> Exercise aim: Tally the lines in the following entries that include the word "strokeStyle"; state only the total.

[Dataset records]
====
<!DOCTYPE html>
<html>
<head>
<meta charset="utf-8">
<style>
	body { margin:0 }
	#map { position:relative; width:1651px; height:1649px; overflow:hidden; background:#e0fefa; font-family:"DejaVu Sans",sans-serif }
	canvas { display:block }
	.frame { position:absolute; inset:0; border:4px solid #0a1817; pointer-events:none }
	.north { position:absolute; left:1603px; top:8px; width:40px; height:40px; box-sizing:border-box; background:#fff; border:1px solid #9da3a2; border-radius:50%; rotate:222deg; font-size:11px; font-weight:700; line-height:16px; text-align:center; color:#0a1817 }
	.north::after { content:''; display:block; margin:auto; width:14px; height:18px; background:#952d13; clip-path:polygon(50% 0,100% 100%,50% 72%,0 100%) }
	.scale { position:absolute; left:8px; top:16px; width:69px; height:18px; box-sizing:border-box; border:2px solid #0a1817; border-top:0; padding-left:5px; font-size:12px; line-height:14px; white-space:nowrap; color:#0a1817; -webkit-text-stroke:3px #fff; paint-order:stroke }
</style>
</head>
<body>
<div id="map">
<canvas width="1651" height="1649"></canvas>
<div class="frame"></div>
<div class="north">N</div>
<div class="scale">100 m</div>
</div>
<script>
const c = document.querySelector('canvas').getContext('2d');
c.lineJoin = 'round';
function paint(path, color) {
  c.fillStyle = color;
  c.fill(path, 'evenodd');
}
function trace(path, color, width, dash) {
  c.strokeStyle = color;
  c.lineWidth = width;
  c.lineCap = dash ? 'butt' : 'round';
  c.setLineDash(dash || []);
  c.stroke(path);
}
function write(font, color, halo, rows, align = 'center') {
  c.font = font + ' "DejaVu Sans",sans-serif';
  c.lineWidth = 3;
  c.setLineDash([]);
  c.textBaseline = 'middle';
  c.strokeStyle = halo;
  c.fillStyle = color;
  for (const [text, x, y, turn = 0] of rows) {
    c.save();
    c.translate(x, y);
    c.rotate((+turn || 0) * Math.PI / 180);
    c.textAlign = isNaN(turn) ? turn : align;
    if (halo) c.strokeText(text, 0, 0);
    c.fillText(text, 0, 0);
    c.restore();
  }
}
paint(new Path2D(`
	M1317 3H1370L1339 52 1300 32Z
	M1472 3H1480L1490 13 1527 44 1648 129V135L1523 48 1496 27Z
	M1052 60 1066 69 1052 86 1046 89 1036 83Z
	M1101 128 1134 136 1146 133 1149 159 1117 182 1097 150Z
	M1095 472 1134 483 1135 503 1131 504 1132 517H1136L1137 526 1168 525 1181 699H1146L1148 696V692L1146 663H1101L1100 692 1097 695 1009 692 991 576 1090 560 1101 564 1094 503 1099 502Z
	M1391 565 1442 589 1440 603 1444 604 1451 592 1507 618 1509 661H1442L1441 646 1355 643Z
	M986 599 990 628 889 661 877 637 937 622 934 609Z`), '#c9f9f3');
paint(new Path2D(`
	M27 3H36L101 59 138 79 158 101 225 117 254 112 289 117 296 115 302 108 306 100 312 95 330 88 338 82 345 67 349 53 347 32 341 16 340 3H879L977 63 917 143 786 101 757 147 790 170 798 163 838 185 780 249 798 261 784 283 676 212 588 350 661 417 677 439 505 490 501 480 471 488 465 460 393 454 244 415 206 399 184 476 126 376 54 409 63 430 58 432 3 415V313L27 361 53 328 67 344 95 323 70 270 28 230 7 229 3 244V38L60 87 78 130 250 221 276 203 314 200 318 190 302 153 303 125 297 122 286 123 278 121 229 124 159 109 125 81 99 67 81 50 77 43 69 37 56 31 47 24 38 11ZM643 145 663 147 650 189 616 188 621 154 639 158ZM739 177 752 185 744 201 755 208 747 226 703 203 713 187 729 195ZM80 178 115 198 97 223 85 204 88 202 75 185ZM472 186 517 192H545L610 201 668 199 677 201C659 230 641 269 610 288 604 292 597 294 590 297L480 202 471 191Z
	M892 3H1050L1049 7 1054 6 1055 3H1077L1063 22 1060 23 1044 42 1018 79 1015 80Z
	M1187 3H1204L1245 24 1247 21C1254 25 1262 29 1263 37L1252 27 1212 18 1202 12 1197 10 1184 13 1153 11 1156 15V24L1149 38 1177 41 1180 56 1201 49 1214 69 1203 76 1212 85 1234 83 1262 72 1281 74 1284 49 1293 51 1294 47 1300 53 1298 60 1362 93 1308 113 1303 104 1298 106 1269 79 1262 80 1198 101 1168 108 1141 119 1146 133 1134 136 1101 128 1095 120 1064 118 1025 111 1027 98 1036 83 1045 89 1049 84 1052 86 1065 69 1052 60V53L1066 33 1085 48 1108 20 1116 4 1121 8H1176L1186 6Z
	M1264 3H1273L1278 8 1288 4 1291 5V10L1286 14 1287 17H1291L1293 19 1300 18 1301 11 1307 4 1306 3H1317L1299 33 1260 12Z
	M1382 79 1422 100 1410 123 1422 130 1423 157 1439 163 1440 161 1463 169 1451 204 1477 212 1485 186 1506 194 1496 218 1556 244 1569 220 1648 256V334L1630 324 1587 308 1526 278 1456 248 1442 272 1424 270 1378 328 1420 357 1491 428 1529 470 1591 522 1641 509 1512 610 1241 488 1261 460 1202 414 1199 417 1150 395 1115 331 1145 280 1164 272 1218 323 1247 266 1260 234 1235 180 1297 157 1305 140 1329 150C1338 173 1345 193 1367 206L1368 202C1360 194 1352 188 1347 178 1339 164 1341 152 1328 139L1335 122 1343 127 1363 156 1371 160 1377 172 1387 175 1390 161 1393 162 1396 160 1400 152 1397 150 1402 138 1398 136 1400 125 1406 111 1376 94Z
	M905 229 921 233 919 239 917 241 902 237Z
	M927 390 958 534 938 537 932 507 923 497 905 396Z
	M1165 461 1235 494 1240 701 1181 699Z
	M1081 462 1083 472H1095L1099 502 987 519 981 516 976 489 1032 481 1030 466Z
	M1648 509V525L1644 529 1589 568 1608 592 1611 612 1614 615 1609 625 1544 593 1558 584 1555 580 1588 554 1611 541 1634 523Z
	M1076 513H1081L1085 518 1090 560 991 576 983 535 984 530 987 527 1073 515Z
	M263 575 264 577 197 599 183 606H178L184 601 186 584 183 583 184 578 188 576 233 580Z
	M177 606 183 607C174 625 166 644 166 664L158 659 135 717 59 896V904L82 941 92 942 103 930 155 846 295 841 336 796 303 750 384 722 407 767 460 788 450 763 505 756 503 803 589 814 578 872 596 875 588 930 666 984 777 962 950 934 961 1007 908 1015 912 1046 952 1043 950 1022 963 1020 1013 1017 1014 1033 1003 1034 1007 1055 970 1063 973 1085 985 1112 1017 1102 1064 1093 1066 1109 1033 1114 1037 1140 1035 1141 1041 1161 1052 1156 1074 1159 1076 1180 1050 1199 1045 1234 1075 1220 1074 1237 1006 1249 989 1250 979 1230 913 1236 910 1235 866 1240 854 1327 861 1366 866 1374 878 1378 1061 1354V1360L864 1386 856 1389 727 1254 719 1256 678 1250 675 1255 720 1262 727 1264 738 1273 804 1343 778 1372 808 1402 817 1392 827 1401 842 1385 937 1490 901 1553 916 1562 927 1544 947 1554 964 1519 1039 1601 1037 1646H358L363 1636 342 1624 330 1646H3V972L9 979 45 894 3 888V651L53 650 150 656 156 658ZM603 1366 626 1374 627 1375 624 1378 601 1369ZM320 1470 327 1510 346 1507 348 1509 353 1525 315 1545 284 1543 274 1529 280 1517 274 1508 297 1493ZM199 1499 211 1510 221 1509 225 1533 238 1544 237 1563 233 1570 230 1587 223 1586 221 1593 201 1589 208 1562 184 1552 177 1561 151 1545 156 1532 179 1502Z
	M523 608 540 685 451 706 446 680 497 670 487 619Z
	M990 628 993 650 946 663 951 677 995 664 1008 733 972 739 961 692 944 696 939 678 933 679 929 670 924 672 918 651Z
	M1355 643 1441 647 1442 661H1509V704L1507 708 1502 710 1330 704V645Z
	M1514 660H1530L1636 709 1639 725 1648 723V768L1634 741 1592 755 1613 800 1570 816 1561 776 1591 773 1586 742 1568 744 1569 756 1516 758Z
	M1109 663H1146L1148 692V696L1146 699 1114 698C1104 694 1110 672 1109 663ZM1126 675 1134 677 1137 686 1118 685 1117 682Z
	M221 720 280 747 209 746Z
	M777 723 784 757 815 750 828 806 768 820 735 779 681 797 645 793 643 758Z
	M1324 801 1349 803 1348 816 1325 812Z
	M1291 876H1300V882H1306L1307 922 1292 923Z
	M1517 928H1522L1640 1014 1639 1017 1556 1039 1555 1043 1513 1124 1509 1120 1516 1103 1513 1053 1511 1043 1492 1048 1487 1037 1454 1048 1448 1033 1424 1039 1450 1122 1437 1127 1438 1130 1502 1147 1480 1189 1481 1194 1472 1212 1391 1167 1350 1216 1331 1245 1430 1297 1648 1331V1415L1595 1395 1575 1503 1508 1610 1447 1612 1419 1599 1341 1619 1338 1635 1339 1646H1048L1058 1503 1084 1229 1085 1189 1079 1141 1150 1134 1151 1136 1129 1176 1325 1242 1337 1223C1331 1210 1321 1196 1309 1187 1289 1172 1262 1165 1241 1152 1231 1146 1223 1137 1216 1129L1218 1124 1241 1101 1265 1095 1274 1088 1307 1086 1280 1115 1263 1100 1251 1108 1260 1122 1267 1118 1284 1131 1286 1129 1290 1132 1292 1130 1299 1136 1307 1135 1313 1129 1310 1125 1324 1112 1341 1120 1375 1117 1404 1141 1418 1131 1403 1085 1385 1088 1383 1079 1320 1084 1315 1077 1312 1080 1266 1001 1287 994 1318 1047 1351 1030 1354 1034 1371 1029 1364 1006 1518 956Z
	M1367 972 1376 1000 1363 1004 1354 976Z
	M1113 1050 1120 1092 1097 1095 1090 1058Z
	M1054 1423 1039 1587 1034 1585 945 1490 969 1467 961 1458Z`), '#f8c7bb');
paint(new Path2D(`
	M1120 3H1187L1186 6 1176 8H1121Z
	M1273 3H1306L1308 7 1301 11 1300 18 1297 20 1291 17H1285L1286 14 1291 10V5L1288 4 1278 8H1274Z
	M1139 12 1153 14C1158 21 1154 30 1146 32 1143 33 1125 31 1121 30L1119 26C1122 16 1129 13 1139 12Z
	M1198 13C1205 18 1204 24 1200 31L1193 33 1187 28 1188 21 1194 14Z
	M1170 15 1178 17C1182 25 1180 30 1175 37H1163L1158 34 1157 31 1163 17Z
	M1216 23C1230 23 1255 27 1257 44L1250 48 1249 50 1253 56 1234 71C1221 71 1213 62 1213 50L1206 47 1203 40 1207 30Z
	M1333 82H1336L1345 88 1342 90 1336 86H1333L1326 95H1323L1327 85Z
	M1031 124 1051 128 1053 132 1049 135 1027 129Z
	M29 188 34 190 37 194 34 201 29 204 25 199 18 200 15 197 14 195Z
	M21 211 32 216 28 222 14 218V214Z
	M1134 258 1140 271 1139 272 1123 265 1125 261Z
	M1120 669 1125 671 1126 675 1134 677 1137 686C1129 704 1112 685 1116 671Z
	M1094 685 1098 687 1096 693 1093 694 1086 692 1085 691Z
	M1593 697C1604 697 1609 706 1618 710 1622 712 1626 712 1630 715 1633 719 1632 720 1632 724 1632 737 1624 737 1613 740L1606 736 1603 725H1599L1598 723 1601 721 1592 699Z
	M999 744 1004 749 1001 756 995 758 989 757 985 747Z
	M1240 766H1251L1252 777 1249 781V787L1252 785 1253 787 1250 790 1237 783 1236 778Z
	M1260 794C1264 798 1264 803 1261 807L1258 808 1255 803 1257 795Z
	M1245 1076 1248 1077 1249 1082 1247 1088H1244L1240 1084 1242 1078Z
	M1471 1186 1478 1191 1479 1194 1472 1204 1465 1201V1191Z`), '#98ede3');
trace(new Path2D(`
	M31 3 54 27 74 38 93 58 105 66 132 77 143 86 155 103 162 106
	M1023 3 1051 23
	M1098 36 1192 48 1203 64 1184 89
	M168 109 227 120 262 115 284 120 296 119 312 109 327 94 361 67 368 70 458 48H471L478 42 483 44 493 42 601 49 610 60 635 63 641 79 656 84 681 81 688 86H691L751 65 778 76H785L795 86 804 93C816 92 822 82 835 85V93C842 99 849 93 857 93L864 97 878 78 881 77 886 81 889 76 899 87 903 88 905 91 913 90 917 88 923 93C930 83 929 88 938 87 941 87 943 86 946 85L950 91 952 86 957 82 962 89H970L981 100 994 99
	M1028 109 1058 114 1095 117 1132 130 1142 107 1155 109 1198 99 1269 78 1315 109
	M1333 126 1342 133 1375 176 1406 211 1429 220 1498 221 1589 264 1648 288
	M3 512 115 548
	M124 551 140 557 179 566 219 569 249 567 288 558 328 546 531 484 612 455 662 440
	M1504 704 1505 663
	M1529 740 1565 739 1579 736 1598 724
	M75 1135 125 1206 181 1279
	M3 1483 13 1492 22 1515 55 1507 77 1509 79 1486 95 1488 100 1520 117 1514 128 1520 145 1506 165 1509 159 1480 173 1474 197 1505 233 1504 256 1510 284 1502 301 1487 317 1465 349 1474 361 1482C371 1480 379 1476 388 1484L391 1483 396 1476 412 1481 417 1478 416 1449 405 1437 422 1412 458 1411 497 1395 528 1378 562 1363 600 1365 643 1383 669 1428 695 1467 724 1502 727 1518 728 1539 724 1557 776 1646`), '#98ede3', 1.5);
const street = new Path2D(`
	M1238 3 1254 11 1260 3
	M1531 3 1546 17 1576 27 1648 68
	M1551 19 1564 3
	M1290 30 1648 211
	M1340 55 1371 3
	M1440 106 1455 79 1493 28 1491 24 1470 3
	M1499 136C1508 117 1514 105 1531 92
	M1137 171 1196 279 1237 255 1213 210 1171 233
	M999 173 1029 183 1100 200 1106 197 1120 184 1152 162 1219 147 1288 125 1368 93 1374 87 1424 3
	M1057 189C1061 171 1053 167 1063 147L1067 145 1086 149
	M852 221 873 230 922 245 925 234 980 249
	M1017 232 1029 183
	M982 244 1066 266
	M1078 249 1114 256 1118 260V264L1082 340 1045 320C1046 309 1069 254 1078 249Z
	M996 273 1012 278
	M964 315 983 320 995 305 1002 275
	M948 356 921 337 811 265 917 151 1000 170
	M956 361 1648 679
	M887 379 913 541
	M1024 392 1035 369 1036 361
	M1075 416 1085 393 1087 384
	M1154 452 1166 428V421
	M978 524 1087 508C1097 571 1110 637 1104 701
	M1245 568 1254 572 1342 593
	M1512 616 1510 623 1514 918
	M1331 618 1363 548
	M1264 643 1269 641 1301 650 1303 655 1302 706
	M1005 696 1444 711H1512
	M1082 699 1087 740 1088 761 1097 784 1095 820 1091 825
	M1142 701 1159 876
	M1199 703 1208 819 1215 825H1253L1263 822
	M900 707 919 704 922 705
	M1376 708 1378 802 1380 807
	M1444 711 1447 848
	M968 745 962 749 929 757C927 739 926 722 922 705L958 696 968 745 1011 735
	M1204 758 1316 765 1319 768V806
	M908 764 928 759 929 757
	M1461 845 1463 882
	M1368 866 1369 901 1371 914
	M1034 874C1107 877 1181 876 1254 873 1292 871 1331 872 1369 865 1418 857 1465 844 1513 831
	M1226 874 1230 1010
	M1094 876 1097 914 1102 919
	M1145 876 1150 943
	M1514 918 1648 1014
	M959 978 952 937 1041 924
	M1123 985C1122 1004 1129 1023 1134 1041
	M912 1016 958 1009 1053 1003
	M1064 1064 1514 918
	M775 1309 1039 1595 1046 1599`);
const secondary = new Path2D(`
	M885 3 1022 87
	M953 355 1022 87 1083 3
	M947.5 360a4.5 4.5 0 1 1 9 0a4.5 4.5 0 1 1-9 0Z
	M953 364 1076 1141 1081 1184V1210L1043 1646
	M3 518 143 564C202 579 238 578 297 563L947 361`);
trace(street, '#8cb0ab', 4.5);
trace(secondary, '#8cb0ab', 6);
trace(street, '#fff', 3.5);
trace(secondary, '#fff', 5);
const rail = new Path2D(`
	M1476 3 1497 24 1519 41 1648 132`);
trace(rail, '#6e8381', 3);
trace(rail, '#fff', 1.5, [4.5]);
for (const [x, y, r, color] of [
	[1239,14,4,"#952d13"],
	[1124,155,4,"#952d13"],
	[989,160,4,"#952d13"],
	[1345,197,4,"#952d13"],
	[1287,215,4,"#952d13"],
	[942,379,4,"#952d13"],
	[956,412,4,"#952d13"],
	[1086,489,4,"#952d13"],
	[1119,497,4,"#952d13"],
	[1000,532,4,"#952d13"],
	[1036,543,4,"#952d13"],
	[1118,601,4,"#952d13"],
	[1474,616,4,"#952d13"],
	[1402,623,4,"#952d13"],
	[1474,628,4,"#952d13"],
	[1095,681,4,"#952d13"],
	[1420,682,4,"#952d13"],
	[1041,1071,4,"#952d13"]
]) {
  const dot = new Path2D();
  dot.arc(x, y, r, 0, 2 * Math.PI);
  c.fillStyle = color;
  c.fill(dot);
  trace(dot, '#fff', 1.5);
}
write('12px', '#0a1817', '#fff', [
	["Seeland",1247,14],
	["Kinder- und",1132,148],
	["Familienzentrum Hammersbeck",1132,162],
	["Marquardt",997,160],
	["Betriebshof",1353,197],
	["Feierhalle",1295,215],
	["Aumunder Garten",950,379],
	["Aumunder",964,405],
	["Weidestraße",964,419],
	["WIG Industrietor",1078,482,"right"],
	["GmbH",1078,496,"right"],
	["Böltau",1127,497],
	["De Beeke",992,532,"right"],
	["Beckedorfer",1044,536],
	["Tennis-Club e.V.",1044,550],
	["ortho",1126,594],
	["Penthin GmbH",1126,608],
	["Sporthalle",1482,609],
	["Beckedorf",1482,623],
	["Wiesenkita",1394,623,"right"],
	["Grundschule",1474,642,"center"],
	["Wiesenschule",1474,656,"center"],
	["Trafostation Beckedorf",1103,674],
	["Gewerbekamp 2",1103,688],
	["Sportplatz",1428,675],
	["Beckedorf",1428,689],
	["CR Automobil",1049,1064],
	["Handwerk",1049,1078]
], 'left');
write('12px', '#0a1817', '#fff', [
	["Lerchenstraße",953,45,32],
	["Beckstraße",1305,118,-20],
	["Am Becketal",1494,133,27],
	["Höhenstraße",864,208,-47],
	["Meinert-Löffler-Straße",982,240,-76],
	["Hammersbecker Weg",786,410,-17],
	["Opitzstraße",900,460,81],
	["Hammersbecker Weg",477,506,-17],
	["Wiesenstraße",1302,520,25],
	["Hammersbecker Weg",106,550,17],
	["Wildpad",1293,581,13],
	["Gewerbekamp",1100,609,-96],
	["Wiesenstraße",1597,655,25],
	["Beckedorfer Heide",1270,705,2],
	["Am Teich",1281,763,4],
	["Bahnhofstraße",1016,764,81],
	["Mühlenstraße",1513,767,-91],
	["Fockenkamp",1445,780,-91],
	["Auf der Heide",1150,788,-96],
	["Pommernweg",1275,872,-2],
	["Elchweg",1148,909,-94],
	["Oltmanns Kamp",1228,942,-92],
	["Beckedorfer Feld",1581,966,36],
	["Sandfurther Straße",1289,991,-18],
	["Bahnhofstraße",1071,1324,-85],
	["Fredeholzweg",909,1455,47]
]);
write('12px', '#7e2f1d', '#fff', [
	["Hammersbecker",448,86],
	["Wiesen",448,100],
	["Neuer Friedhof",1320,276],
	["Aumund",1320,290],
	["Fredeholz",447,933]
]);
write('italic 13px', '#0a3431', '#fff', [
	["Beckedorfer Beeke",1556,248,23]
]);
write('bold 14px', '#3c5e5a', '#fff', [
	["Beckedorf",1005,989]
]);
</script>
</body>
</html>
====
> The completed task: 2